Gravidez na adolescência em evidência no Brasil
Enviada em 31/10/2019
A gravidez na adolescência no Brasil é um problema em evidência e que necessita ser atenuado. Nesse viés, segundo relatório da Organização Mundial da Saúde (OMS), a gravidez na adolescência no Brasil supera média da América do Sul e, além disso, o país tem mais adolescentes grávidas do que vizinhos como Paraguai e Colômbia, que possuem Índice de Desenvolvimento Humano (IDH) menor. Diante da constatação exposta, dois aspectos fazem-se relevantes: o baixo nível de escolaridade e o tabu atrelado a temática sexual.
Primeiramente, cabe pautar que o baixo nível de escolaridade dos brasileiros está diretamente relacionado com os elevados indicadores de gravidez precoce. Nessa conjuntura, ressalta-se a máxima do educador e ex-presidente de Harvard: “se você acha que a educação custa caro, experimente a ignorância”, o que, convergindo para a temática da gestação na adolescência, reflete que, o governo, ao economizar em políticas educacionais, acaba por gasta em medidas assistencialistas.
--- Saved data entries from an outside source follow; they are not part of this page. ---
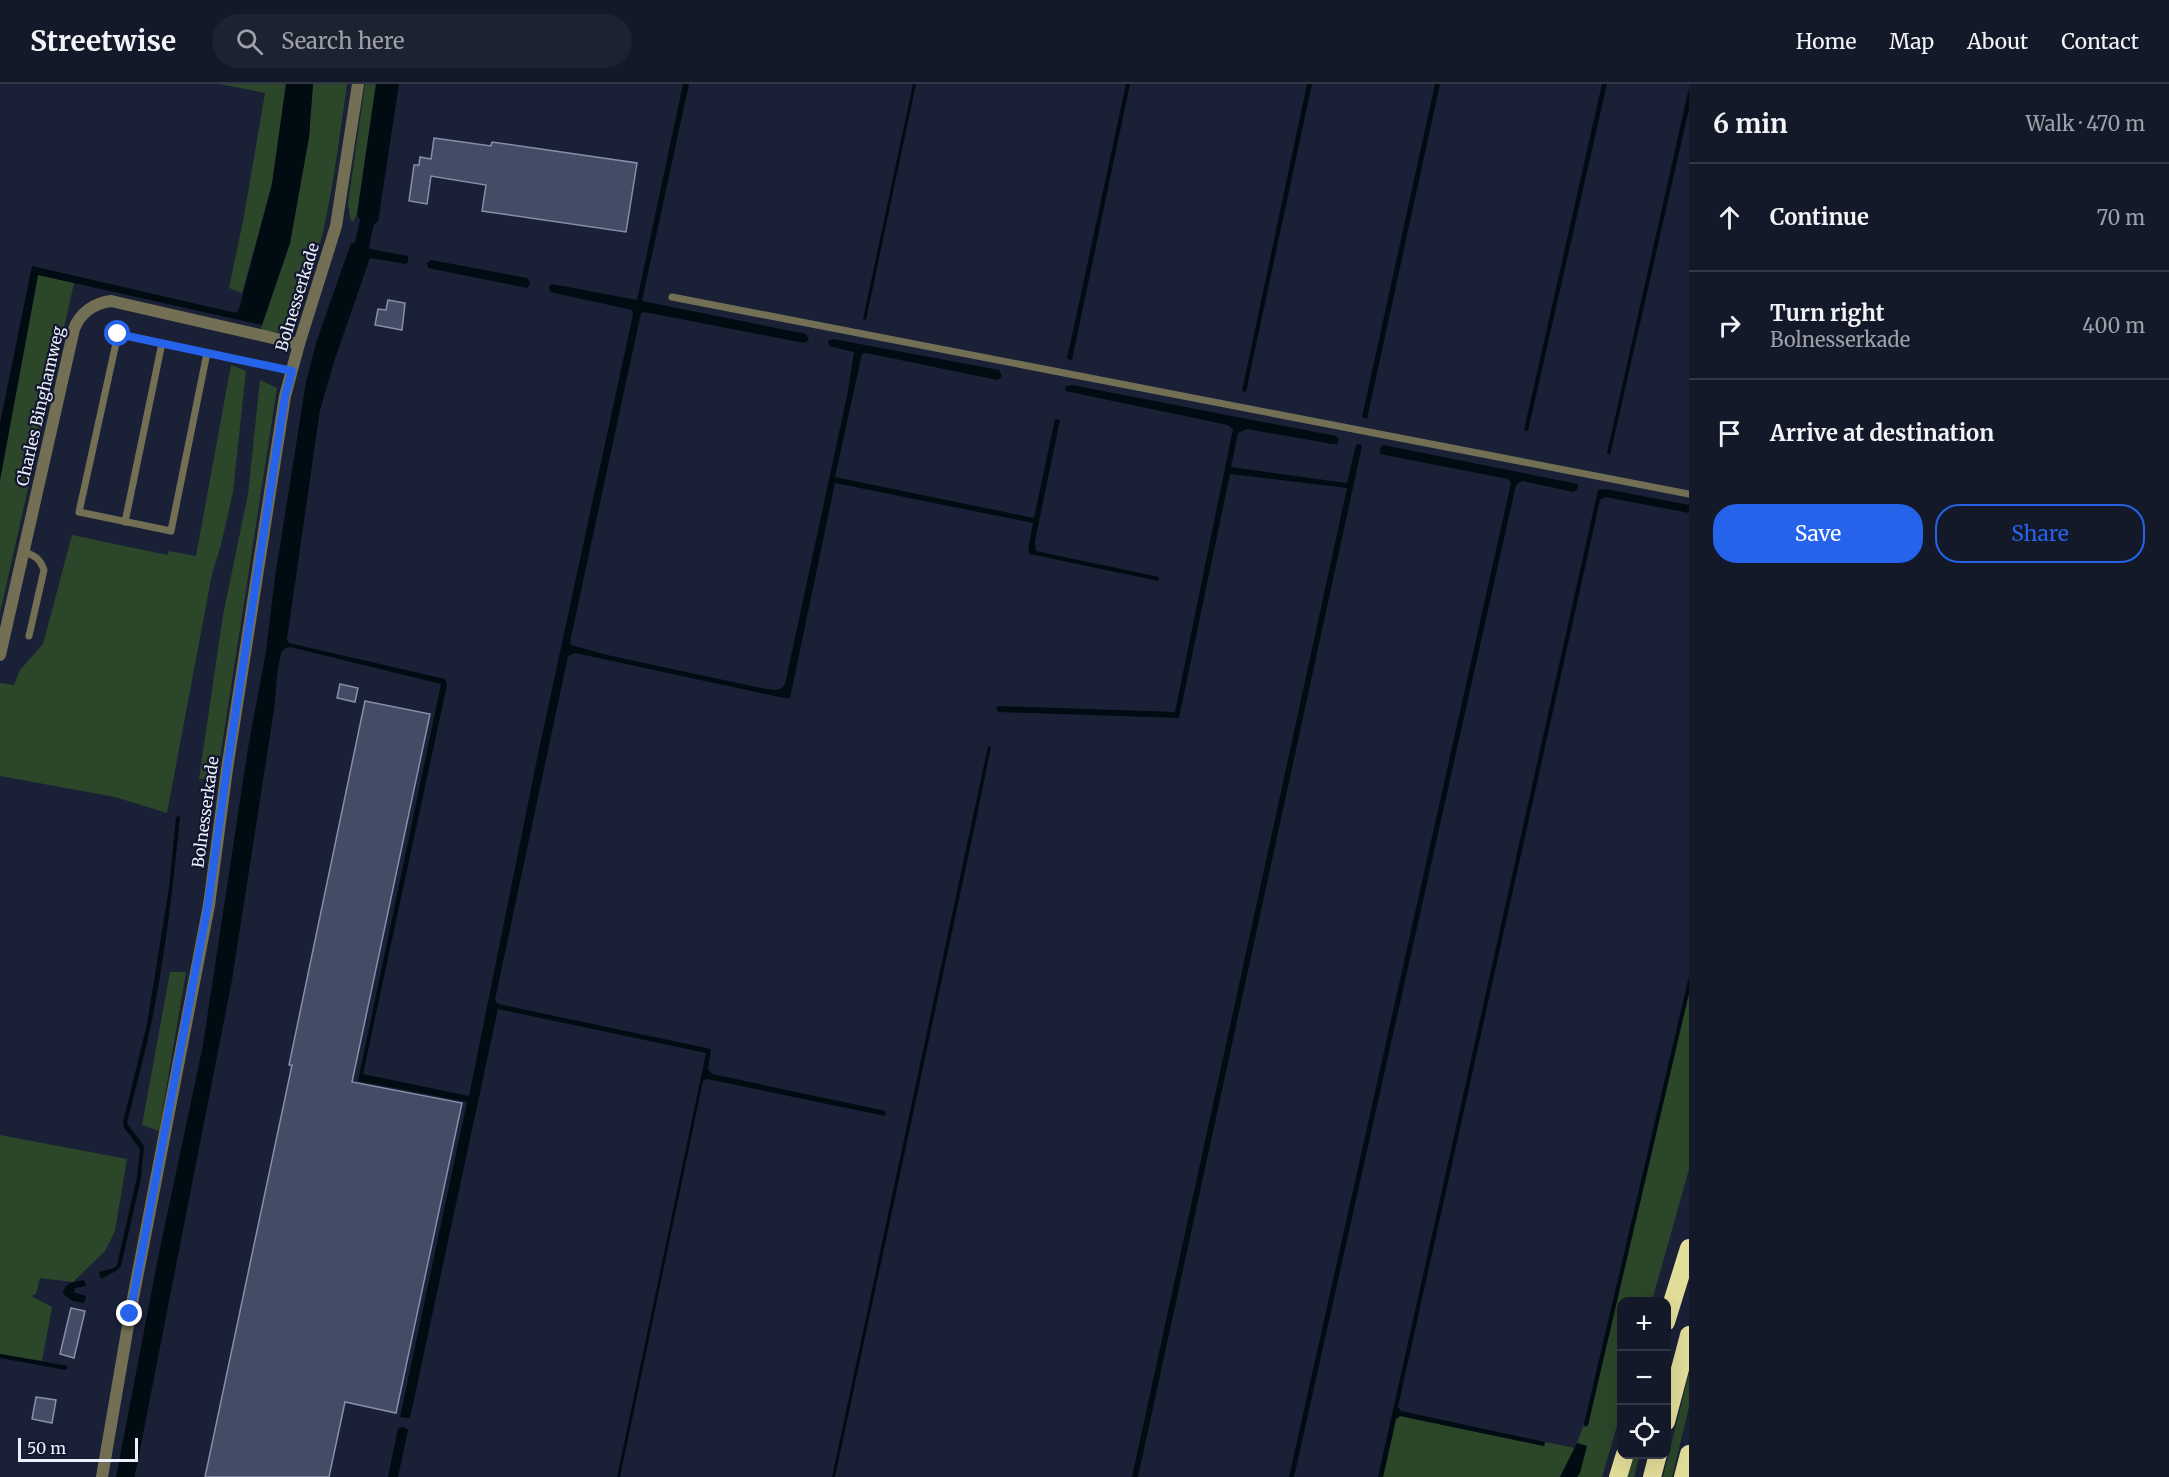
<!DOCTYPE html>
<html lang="en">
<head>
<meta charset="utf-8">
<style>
  :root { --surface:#141929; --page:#1d2231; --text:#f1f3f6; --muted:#9da0a8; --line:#333846; --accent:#2563eb }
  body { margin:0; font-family:Merriweather,serif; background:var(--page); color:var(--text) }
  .controls { position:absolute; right:18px; bottom:18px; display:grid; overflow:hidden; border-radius:12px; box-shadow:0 6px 24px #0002 }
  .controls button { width:54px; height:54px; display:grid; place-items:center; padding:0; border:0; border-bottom:2px solid var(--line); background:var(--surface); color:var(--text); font:30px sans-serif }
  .scale { position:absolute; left:18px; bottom:15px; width:120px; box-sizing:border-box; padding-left:6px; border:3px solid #ecf0fd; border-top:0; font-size:16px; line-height:21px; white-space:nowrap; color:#ecf0fd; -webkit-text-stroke:4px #12172d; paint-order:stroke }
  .stop { position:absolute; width:18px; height:18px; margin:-14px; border:4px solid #2563eb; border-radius:50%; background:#fff }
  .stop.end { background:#2563eb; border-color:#fff; box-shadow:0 2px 6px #0008 }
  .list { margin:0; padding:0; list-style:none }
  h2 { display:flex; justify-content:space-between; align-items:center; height:78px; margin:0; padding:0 24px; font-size:26px }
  h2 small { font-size:20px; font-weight:400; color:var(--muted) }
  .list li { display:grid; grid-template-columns:39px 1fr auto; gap:18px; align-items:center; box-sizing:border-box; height:108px; padding:0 24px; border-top:2px solid var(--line) }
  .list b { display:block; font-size:22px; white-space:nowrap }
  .list p { margin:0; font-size:20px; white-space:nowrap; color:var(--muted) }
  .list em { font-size:20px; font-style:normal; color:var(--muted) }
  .actions { display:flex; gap:12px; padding:18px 24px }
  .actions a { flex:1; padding:14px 0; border:2px solid var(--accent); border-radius:24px; text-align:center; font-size:21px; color:var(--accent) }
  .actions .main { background:var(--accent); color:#fff }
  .icon { flex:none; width:33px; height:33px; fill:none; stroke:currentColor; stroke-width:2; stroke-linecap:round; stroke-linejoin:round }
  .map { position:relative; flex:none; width:1689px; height:1393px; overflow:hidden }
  header { display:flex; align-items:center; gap:36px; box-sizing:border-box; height:84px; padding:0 30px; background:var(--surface); border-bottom:2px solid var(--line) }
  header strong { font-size:28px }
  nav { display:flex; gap:33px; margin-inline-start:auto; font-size:21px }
  .search { width:420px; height:54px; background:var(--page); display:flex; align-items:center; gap:15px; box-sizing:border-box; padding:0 21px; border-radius:33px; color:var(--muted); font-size:22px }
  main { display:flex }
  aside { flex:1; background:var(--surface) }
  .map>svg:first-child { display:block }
  .green { fill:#2b4629 }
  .water { fill:#000c12 }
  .building { fill:#444c65; stroke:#868eab; stroke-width:1.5 }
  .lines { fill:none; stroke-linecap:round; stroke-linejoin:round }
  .service { stroke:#726f55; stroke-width:7 }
  .minor { stroke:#726f55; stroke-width:12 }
  .motorway { stroke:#e3dd9a; stroke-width:18 }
  .route { stroke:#2563eb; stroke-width:8 }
  .labels { text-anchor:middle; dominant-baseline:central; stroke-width:4.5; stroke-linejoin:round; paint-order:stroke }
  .street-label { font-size:16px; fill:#ecf0fd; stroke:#12172d }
</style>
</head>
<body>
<header>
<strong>Streetwise</strong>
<div class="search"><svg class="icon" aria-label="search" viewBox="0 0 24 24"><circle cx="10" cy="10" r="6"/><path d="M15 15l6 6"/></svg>Search here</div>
<nav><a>Home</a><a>Map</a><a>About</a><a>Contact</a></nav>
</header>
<main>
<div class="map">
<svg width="1689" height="1393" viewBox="0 0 1689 1393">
  <rect width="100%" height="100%" fill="#1a2137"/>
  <g class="green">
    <polygon points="220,0 286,0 272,100 242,209 229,204 244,132 265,9"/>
    <path d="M313,0H347C335,83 327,166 292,243L278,248L260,247L290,159L309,53Z"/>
    <polygon points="365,0 376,0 357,130 353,138 350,134 348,119"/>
    <polygon points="38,190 74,199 0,529 0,396"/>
    <polygon points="231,281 246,287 233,408 221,461 212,490 167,729 115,713 0,692 0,599 14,601 20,586 43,560 72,451 167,471 169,467 196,472"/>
    <polygon points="260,296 277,304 217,694 199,695 223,531 248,410"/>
    <polygon points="170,888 186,888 159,1047 142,1041"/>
    <polygon points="1689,909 1689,1085 1652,1217 1622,1218 1621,1328 1602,1393 1577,1393 1587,1362 1577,1359 1584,1340 1585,1343 1588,1341"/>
    <polygon points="0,1051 127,1075 115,1147 105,1167 73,1198 40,1194 36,1210 31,1212 52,1223 42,1277 0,1270"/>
    <polygon points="1689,1289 1689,1323 1672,1393 1663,1393"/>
    <polygon points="1400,1332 1544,1362 1545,1358 1575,1364 1560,1393 1383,1393 1396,1335"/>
    <polygon points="1631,1371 1640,1371 1634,1393 1624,1393"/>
  </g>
  <g class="water">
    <polygon points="286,0 313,0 309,53 290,159 262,241 38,191 0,396 0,339 32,182 236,229 239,225 272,100"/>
    <path d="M376,0H399L378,138L374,140L369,162L370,165L408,172V178L406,180L370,174L335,275L320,326L287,555L289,559L445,595L447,601L363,990L469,1012L538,670L633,230L632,226L550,208L549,202L552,200L637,216L683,0H689L642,217L806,250L809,256L804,259L644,228L641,229L570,558L571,561L607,571L761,604C770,605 780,609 785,600L848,307L854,268L829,262L828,257L833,255L999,286L1002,292L998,296L866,269L862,270L835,393L1034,434L1055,335L1060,336L1035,457L1036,467L1159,493L1158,497L1030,470L1028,466L1033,439L835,399L790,614H784L575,569L568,572L495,916L498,920L711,965L708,985L712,990L886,1027L885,1032L707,995L703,997L620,1393H617L706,969L498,925L410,1334L400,1333L467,1018L358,997L441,600L290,563C286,564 285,564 282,568C277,579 276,612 274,626L232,896L135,1391V1393H116L159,1169L203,961L248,664L266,567L275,493L306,298L316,259L351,159H355L360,136L357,131Z"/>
    <polygon points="913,0 916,0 866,236 863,235"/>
    <polygon points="1126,0 1130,0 1072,276 1067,275"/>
    <polygon points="1307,0 1312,0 1246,308 1242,307"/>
    <polygon points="1435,0 1440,0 1367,335 1362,333"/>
    <polygon points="1602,0 1607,0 1528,347 1524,346"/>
    <polygon points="1689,4 1689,25 1610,371 1607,369"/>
    <polygon points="431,176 527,194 530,198 529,201 527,204 428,184 427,179"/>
    <polygon points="1072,301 1336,352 1339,355 1337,360 1332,360 1247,345 1238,349 1231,383 1347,399 1356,361 1360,360 1362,362 1138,1393 1132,1393 1347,404 1230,390 1179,634 998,628 996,624 998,622 1175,628 1233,345 1228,341 1065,307 1066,302"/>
    <polygon points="1383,361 1578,400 1578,404 1574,408 1522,397 1516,401 1294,1393 1289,1393 1511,399 1508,395 1380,370 1380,365"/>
    <polygon points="1606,405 1689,421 1689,429 1605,413 1600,416 1398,1323 1401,1327 1545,1358 1544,1362 1400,1332 1396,1335 1383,1393 1378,1393 1598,406"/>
    <polygon points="988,662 991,663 975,741 835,1393 832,1393"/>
    <path d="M179,732L180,733C173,803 165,873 151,941C144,974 135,1006 127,1039L144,1062L141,1094L121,1182L116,1187L101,1195L99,1188L114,1184L117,1181L137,1093L140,1065L124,1044L123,1038L147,940L169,804L176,733Z"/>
    <polygon points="1689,892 1689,909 1588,1341 1585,1343 1584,1340"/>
    <path d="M84,1196L86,1202L75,1204L74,1208L86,1212L84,1219L73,1217L63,1210C64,1198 74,1198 84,1196Z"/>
    <polygon points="0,1270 68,1282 66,1286 0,1274"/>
    <polygon points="404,1343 408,1346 398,1393 388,1393 398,1344"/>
    <polygon points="1577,1359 1587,1362 1580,1389 1577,1393 1560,1393"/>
  </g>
  <g class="building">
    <polygon points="434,54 491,62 492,58 637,79 626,148 482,127 486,101 431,92 427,120 409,117 414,81 419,81 420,73 431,75"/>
    <polygon points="388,216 405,219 402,246 375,241 378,225 386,226"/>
    <polygon points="340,600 358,604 355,618 337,614"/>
    <polygon points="365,617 430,630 352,998 462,1019 396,1329 345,1318 329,1393 205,1393 292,981 289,981"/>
    <polygon points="71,1224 85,1227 74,1274 60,1270"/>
    <polygon points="36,1313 56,1316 52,1339 32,1335"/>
  </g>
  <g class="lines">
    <g class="service">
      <polyline points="672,213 1689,410"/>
      <polyline points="207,269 171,447 79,428 118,250 292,287"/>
      <polyline points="125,438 162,259"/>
      <path d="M23,468C35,471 40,475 44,486L29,552"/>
    </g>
    <g class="minor">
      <path d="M0,571L74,245C80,229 94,219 111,217L299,260"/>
      <polyline points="102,1393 130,1230 209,821 227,685 285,312 299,260 336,142 358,0"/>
    </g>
    <g class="motorway">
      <polyline points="1666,1238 1689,1164"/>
      <polyline points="1666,1338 1689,1251"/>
      <polyline points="1618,1393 1625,1370"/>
      <polyline points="1652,1393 1658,1370"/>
      <polyline points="1683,1393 1689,1370"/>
    </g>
  </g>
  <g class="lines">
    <polyline class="route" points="118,250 292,287 285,312 227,684 208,821 130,1230"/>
  </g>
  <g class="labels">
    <g class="street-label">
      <text transform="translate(297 213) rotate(-73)">Bolnesserkade</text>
      <text transform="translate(40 322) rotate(-77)">Charles Binghamweg</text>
      <text transform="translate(205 728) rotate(-82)">Bolnesserkade</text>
    </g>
  </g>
</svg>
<div class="controls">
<button>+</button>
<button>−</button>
<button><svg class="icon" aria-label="locate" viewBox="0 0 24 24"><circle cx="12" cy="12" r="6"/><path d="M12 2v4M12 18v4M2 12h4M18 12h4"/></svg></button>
</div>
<div class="scale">50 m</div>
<div class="stop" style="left:118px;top:250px"></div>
<div class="stop end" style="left:130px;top:1230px"></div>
</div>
<aside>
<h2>6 min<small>Walk · 470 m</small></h2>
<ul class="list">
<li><svg class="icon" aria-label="ahead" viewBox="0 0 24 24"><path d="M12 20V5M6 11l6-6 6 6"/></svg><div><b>Continue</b></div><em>70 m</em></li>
<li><svg class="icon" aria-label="right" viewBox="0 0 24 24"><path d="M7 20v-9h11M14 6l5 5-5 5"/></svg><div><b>Turn right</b><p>Bolnesserkade</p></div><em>400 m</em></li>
<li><svg class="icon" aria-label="arrive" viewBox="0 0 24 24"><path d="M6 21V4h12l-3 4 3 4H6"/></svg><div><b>Arrive at destination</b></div></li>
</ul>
<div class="actions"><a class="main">Save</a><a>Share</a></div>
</aside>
</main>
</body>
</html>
Ao encontro desse pensamento, a gravidez entre a puberdade e os 19 anos é uma condição de risco em que os partos prematuros, a maior chance sequelas e de morte, tanto materna quanto fetal, e a desestabilização na vida dos adolescentes, exemplificam algumas dos efeitos colaterais ocasionadas pela falta de informação e de autoconhecimento.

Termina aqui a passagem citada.